ACTION ITEM> Transcribe exactly the lines that fall between the one holding "function paint(path, color)" and the one holding "function label(font, color, halo, rows, align", inclusive, from the entries below.
◆ ◆ ◆ ◆
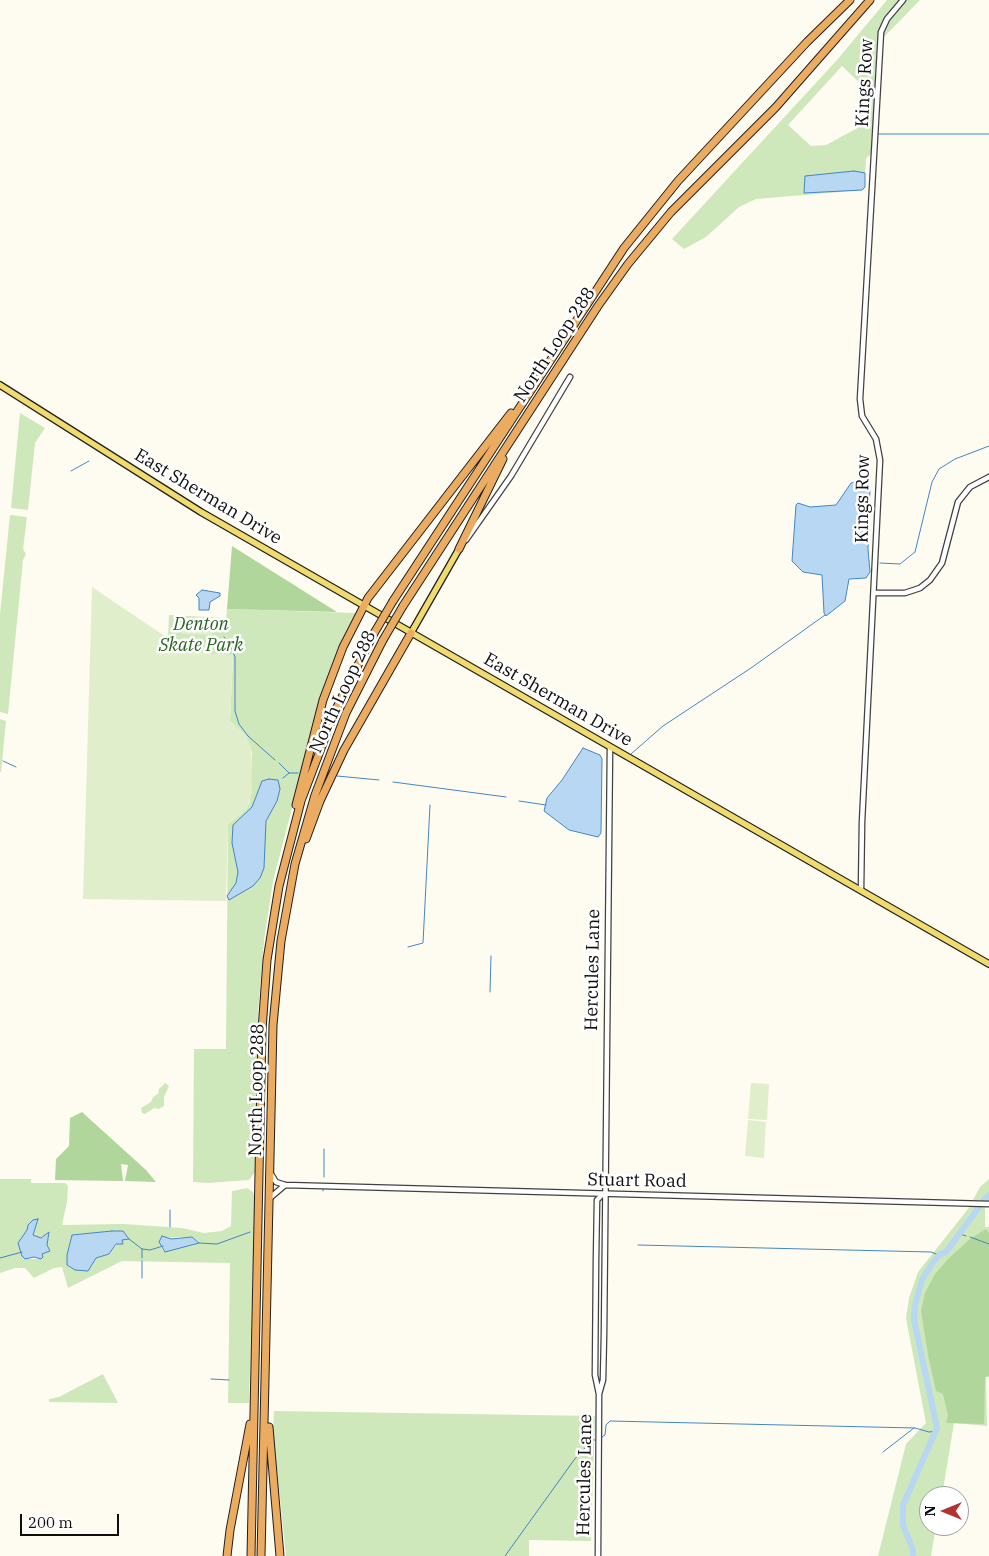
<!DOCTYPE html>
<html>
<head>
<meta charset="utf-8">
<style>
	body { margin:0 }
	#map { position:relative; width:989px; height:1556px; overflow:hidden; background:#fefcf0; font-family:"IBM Plex Serif",serif }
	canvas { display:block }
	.north { position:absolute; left:919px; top:1486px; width:50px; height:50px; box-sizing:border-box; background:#fff; border:1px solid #9f9f9f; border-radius:50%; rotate:270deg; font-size:14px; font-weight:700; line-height:20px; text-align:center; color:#0e0e0e }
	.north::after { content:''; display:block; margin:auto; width:18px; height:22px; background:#b5332e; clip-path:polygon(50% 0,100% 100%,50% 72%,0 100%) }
	.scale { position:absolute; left:20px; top:1514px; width:99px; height:22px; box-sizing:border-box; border:2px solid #0e0e0e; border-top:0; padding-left:6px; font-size:15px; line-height:18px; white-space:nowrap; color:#0e0e0e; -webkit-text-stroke:4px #fff; paint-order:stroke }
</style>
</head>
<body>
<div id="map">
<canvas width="989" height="1556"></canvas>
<div class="north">N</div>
<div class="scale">200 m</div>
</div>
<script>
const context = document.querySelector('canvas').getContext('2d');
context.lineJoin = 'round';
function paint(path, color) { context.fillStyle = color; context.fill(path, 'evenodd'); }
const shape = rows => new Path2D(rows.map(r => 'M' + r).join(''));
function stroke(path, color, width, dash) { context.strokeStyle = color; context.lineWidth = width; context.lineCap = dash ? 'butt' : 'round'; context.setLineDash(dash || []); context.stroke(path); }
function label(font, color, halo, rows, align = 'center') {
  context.font = font + ' "IBM Plex Serif",serif'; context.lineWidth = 5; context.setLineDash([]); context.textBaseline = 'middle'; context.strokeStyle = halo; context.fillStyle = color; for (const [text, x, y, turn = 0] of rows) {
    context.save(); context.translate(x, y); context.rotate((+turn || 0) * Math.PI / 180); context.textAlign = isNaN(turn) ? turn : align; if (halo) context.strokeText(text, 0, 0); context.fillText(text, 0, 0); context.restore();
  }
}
const green = shape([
	[887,0,920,0,880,41,874,155,868,156,866,159,864,190,756,199,739,207,706,237,684,249,672,239,837,60],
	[842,66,866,89,865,124,826,145,811,146,788,125],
	[20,413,45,428,35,443,28,510,11,508],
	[10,515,27,517,23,549,26,554,23,560,8,714,0,712,0,614],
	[227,609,356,613,345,633,323,690,273,881,264,941,258,1012,255,1172,249,1180,208,1183,193,1182,194,1049,226,1049,228,824,246,810,250,801,252,752,246,736,230,721,233,655,190,653,168,638,169,615,226,618],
	[0,719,6,721,1,772,0,772],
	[165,1083,169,1086,164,1097,164,1106,159,1109,154,1108,145,1114,142,1113,141,1108,151,1102,153,1097,158,1094,159,1089],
	[0,1179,31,1179,31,1183,65,1183,68,1186,67,1202,62,1225,123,1224,182,1228,204,1233,222,1231,231,1226,232,1191,247,1188,253,1192,255,1198,249,1403,228,1403,230,1263,122,1261,68,1288,62,1267,54,1268,34,1278,25,1268,15,1268,0,1273],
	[38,1219,33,1235,41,1238,49,1233,47,1246,50,1251,42,1254,43,1257,40,1259,24,1259,18,1243,27,1230,28,1225],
	[112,1231,124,1232,126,1237,122,1240,123,1243,118,1243,109,1254,96,1258,88,1271,75,1270,68,1266,67,1254,72,1235],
	[181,1237,192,1237,198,1241,194,1245,163,1251,159,1242,166,1238],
	[989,1179,989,1205,985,1207,985,1227,989,1227,989,1377,986,1377,987,1426,954,1423,942,1496,929,1496,929,1526,936,1526,931,1556,878,1556,906,1444,926,1423,906,1318,909,1298,918,1272,968,1209,980,1187],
	[103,1374,118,1403,49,1402,49,1399,59,1397],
	[274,1411,595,1416,591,1541,529,1540,529,1556,286,1556,273,1430]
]);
const forest = shape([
	[232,546,337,612,227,609],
	[82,1112,146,1170,156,1182,125,1181,128,1165,121,1164,123,1181,55,1180,56,1159,69,1146,70,1118],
	[986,1229,989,1233,989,1376,985,1377,984,1424,946,1423,948,1415,943,1394,936,1391,928,1355,921,1311,925,1293,935,1274,949,1258,970,1239]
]);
const pitch = shape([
	[92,587,190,653,233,655,230,721,244,733,251,746,252,793,246,810,228,824,226,901,83,899],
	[185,619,212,619,212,635,181,634,181,623,185,623],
	[751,1083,769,1084,767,1120,748,1119],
	[748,1120,766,1122,764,1158,745,1156]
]);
const water = shape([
	[854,171,865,173,865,187,862,190,804,193,805,176,854,171],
	[863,480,869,483,870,488,868,549,870,572,866,578,849,579,845,601,826,616,824,613,822,575,803,572,792,561,796,505,798,503,810,507,836,505,851,483,863,480],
	[202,590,220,593,220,596,210,602,209,610,199,610,199,598,196,595,202,590],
	[583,748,600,755,602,759,601,833,598,837,569,830,544,811,547,798,562,780,583,748],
	[269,779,278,780,280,789,277,801,266,821,264,868,260,878,253,886,229,900,227,896,236,883,238,872,232,843,233,825,252,807,262,781,269,779],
	[38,1219,33,1235,41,1238,49,1232,47,1245,50,1251,42,1254,43,1257,41,1259,34,1257,25,1259,22,1256,18,1243,27,1230,28,1225,33,1220,38,1219],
	[112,1231,123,1231,129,1239,122,1240,123,1244,116,1244,109,1254,96,1258,88,1271,75,1270,67,1265,67,1255,72,1235,112,1231],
	[162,1236,171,1239,192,1237,199,1243,165,1252,159,1242,162,1236]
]);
const stream = shape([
	[878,134,989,134],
	[71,471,89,461],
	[880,563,900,564,915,552,932,482,939,469,955,459,989,446],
	[224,637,230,644,235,657,235,711,239,724,248,736,275,760],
	[631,754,663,726,751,668,825,615],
	[3,761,16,767],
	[279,763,289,773,298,773],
	[337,776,379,780],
	[283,778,289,773],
	[393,782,506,797],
	[519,801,546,805],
	[408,947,423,943,430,805],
	[490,992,491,956],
	[324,1177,324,1149],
	[323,1191,323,1189],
	[170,1227,170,1210],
	[960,1234,966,1236],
	[970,1237,989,1244],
	[129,1239,142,1249,150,1250,163,1246],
	[199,1243,217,1244,250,1232],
	[638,1245,931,1252,939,1255],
	[0,1258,22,1252],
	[142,1258,142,1249],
	[142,1278,142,1261],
	[211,1379,229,1380],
	[602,1437,605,1435,606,1425,610,1421,915,1428,929,1432,937,1431],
	[883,1452,914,1428],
	[505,1556,574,1460,592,1440,596,1440]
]);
const river = shape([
	[984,1200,989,1195],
	[913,1556,913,1550,903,1525,903,1505,937,1428,914,1320,915,1305,922,1280,931,1265,939,1255,946,1252,979,1207]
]);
const minor = shape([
	[466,540,511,476,570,377],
	[874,593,905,593,920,588,930,580,942,563,958,502,970,487,989,477],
	[861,890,862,822,880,460,876,439,862,416,860,399,881,32,887,19,903,0],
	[271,1174,276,1182,285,1185,989,1204],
	[271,1197,285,1185],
	[599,1394,603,1380,604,1335,610,747],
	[598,1556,599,1394,595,1375,596,1260,597,1200,603,1194]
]);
const major = shape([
	[0,385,201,512,989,964],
	[411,633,459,549]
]);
const highway = shape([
	[459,549,503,459],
	[393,601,624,248,678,181,807,42,850,0],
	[403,606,598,306,628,264,671,212,776,107,870,0],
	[296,805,323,700,343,647,368,598,511,413],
	[306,839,320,801,344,750,411,633],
	[269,1427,280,1556],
	[227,1556,230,1530,250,1424],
	[251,1556,262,1030,267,960,279,886,301,801,336,709,373,635],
	[261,1556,273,1025,281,941,295,864,315,795,346,713,383,640]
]);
const highwayBridge = shape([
	[373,635,393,601],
	[383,640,403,606]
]);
const streetNames = [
	["Kings Row",865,83,-87],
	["North Loop 288",555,345,-57],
	["East Sherman Drive",208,497,31],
	["Kings Row",863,499,-89],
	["North Loop 288",343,692,-65],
	["East Sherman Drive",558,700,30],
	["Hercules Lane",593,970,-89],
	["North Loop 288",257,1090,-89],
	["Stuart Road",637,1181,1],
	["Hercules Lane",585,1475,-89]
];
const parkNames = [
	["Denton",201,625],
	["Skate Park",201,646]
];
paint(green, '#cee7bb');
paint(forest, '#b1d69b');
paint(pitch, '#e0eecc');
paint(water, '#b7d7f2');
stroke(water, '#4386c5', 1);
stroke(stream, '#4386c5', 1);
stroke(river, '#b7d7f2', 6);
stroke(minor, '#414141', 7);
stroke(major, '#1f1f1f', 8);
stroke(highway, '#1f1f1f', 9);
stroke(minor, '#fff', 4.5);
stroke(major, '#f0db6e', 5.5);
stroke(highway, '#ebab60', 7);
stroke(highwayBridge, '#1f1f1f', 9, []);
stroke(highwayBridge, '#ebab60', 7);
label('18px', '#0e0e0e', '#fff', streetNames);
label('italic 18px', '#2a6222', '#fff', parkNames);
</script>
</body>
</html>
◆ ◆ ◆ ◆
WRITTEN SOLUTION>
function paint(path, color) { context.fillStyle = color; context.fill(path, 'evenodd'); }
const shape = rows => new Path2D(rows.map(r => 'M' + r).join(''));
function stroke(path, color, width, dash) { context.strokeStyle = color; context.lineWidth = width; context.lineCap = dash ? 'butt' : 'round'; context.setLineDash(dash || []); context.stroke(path); }
function label(font, color, halo, rows, align = 'center') {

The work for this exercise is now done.